YOUR TASK =
Starting at the line that contains "function drawText(font, color, halo, rows, align" and ending at the line that contains "context.font = font", the lines below are to be given again exactly, with nothing added.

☆ ☆ ☆

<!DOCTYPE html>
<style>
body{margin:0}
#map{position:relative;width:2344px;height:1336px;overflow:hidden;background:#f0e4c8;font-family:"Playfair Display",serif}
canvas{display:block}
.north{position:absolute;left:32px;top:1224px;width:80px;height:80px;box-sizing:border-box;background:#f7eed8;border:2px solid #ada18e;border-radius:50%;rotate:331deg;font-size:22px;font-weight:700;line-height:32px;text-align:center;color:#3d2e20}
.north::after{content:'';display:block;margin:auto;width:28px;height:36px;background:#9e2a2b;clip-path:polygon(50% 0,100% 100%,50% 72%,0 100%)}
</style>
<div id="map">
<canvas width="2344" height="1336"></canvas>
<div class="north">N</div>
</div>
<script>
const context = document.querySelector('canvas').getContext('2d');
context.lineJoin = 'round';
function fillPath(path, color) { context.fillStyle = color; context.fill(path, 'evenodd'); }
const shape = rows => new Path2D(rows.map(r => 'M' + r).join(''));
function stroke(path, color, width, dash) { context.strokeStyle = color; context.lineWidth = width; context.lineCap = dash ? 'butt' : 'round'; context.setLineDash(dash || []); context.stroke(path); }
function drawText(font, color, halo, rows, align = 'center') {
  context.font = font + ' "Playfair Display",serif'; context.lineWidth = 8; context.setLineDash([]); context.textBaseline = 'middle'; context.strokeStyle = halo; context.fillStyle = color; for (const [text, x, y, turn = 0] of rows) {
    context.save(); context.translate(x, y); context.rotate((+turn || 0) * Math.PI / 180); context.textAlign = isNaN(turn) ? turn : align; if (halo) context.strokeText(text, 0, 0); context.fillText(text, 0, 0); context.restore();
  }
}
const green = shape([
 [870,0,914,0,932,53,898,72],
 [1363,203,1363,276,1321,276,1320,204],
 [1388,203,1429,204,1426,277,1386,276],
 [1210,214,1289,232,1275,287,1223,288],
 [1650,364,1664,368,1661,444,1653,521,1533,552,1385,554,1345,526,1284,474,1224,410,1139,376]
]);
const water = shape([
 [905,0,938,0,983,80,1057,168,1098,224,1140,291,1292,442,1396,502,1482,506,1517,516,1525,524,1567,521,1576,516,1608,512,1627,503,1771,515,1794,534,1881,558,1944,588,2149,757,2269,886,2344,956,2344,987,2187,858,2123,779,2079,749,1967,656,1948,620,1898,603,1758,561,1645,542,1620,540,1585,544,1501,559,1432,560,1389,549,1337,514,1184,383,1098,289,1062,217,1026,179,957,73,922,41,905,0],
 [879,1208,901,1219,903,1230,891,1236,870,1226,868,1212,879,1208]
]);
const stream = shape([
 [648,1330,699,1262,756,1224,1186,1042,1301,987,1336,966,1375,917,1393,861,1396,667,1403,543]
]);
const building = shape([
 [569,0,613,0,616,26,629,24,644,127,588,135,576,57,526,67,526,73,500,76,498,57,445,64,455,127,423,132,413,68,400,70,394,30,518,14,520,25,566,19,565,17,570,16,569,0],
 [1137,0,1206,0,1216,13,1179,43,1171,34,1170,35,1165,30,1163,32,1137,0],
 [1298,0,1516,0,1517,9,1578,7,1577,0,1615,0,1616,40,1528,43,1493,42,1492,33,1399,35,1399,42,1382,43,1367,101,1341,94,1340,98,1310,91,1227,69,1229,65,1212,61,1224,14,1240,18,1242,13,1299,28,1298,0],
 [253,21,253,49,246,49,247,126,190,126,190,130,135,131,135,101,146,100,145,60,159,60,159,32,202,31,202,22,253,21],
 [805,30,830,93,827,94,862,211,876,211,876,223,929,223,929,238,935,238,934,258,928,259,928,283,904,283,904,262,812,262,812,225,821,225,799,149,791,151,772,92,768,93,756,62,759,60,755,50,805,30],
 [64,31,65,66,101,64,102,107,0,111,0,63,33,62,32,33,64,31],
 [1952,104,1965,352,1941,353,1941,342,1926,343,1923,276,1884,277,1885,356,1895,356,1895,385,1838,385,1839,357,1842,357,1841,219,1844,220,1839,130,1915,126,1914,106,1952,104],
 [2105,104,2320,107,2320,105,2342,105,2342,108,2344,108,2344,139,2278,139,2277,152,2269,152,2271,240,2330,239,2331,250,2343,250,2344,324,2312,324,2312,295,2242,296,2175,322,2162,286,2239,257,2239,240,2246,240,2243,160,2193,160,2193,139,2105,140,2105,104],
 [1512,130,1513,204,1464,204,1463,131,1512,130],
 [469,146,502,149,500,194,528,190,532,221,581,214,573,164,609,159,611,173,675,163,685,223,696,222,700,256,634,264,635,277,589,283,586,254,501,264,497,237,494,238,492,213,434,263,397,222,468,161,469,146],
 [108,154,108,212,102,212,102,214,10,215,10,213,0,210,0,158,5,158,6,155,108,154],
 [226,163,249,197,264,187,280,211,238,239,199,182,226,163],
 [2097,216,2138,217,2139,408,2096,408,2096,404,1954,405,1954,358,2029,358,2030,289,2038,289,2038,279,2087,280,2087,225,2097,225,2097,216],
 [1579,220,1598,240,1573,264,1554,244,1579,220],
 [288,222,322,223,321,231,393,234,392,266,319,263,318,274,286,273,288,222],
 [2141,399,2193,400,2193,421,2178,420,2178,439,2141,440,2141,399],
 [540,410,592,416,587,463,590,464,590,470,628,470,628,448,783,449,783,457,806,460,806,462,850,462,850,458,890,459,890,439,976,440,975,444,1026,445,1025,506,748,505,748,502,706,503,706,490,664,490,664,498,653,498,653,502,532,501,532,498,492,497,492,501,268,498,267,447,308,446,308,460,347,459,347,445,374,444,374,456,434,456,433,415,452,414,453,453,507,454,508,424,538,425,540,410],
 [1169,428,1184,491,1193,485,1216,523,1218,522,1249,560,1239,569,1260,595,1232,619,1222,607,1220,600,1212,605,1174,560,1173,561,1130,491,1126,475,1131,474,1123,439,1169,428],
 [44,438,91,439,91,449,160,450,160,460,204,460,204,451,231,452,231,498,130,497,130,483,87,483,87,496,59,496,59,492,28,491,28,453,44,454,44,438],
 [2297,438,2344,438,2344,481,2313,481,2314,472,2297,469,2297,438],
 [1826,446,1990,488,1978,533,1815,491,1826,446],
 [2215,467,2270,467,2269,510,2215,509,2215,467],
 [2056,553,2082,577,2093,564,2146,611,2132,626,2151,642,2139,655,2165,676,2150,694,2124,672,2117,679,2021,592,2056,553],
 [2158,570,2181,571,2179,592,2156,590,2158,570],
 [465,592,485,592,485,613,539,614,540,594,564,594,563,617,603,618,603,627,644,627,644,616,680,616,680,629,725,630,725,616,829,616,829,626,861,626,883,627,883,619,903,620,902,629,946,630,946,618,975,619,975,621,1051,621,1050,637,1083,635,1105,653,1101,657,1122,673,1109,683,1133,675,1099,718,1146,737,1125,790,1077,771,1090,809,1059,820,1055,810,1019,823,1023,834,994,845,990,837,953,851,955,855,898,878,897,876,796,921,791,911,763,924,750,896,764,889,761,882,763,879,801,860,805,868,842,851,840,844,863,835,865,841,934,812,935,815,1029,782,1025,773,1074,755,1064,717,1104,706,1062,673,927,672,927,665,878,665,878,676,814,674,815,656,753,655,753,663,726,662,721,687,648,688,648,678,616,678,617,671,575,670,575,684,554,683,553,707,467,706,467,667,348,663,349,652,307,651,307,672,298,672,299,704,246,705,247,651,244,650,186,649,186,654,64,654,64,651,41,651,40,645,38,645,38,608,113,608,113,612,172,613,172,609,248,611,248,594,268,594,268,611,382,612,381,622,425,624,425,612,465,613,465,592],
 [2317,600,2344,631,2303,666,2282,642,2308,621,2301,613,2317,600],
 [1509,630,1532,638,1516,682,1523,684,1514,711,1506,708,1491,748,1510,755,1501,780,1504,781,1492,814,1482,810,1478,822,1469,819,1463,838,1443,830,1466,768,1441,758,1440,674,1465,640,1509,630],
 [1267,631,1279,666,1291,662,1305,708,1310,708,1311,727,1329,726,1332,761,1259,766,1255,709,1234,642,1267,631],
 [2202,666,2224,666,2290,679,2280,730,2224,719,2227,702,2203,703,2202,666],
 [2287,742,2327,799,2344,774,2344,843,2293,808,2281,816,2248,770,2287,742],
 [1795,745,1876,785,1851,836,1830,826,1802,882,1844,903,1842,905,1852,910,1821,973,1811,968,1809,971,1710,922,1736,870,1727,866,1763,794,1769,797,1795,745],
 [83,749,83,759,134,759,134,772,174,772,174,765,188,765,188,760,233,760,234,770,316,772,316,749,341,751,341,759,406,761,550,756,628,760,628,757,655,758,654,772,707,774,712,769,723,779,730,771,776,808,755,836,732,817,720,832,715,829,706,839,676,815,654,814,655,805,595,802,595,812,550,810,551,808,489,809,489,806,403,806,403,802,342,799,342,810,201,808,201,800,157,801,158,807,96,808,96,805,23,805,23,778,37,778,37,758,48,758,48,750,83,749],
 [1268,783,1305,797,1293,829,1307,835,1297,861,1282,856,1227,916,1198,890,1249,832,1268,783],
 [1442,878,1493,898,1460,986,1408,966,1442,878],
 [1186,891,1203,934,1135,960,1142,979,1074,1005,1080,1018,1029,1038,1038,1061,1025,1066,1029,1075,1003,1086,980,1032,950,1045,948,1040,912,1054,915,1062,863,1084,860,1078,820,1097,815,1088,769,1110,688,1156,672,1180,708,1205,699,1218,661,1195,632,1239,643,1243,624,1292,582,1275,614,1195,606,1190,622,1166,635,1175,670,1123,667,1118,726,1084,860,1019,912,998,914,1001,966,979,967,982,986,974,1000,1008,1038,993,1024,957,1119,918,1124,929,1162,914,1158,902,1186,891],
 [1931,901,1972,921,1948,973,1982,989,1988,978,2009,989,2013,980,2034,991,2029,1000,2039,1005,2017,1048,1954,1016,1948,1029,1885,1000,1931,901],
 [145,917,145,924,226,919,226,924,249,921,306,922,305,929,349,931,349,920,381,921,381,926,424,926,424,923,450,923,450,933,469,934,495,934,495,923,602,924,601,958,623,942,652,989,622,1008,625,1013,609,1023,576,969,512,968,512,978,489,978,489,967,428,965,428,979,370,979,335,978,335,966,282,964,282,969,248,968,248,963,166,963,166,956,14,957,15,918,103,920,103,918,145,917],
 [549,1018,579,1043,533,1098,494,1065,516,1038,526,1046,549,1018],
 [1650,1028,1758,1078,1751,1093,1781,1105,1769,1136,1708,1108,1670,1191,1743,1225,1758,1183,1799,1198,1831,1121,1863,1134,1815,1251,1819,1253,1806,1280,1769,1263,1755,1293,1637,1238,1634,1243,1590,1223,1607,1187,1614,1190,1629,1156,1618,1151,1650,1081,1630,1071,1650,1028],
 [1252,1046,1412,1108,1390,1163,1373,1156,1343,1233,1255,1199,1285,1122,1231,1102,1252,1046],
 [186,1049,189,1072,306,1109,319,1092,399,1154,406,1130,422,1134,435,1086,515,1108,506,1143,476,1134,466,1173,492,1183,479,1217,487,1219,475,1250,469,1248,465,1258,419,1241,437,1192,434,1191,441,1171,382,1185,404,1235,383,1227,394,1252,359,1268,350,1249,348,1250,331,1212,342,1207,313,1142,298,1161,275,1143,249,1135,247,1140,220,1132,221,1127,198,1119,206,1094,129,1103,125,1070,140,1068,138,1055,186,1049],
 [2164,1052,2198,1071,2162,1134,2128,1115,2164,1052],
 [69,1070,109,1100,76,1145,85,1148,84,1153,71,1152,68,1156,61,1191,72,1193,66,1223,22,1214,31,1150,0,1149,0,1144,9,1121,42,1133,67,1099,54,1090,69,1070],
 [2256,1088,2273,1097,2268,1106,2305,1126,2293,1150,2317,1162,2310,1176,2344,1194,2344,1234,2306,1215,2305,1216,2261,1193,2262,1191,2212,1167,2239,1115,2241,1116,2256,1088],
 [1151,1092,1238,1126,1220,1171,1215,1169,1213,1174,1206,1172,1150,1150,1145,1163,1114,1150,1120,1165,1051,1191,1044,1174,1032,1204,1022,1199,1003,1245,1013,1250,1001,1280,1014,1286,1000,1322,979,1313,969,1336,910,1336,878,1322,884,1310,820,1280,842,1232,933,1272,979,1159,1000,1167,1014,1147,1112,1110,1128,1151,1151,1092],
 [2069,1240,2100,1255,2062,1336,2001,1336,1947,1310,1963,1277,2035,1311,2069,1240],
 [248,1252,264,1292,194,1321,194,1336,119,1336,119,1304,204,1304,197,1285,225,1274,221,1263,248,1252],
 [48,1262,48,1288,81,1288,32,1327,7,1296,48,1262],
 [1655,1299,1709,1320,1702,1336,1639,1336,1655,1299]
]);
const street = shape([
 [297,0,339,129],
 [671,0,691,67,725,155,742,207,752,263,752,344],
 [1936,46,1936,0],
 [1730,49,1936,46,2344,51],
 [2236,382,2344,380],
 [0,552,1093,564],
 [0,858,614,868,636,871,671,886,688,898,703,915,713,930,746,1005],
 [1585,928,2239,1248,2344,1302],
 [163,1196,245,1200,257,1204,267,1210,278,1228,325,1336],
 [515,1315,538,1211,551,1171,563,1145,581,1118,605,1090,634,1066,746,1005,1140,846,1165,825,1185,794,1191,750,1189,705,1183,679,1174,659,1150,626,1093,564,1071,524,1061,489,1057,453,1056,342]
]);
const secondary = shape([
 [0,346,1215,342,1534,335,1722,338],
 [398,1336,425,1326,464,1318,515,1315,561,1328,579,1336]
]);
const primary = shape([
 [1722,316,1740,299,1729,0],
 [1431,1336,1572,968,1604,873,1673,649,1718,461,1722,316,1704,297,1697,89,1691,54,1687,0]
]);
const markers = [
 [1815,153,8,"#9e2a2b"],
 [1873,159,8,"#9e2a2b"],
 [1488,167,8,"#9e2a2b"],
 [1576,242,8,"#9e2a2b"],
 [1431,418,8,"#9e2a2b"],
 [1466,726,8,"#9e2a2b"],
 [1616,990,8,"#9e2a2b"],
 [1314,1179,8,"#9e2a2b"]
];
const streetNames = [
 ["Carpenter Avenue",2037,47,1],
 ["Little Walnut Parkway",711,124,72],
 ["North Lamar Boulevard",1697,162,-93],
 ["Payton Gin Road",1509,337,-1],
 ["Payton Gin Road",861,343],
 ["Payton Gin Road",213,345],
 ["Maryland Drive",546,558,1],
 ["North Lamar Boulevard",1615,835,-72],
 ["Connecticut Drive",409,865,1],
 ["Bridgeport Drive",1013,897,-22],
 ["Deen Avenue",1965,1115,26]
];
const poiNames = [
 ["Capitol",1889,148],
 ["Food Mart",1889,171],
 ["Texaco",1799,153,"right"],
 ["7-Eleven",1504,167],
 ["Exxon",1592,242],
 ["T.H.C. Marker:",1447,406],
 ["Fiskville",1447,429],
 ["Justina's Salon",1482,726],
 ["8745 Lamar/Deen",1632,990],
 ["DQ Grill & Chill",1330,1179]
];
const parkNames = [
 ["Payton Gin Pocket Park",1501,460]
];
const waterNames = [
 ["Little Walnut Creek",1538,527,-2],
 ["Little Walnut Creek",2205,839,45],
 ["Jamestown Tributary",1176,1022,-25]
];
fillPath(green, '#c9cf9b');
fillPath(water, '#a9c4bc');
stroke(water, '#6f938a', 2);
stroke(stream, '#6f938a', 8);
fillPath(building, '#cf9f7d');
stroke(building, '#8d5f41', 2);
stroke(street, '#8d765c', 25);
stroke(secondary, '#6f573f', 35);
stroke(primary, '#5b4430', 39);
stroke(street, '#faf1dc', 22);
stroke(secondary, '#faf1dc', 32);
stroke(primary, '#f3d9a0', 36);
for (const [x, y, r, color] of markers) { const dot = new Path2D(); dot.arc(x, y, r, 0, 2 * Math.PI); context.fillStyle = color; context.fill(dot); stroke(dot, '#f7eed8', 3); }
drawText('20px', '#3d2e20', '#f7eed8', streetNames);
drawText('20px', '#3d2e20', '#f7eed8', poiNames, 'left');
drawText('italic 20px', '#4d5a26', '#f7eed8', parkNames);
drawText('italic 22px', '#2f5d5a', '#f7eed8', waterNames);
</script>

☆ ☆ ☆

FINISHED TASK =
function drawText(font, color, halo, rows, align = 'center') {
  context.font = font + ' "Playfair Display",serif'; context.lineWidth = 8; context.setLineDash([]); context.textBaseline = 'middle'; context.strokeStyle = halo; context.fillStyle = color; for (const [text, x, y, turn = 0] of rows) {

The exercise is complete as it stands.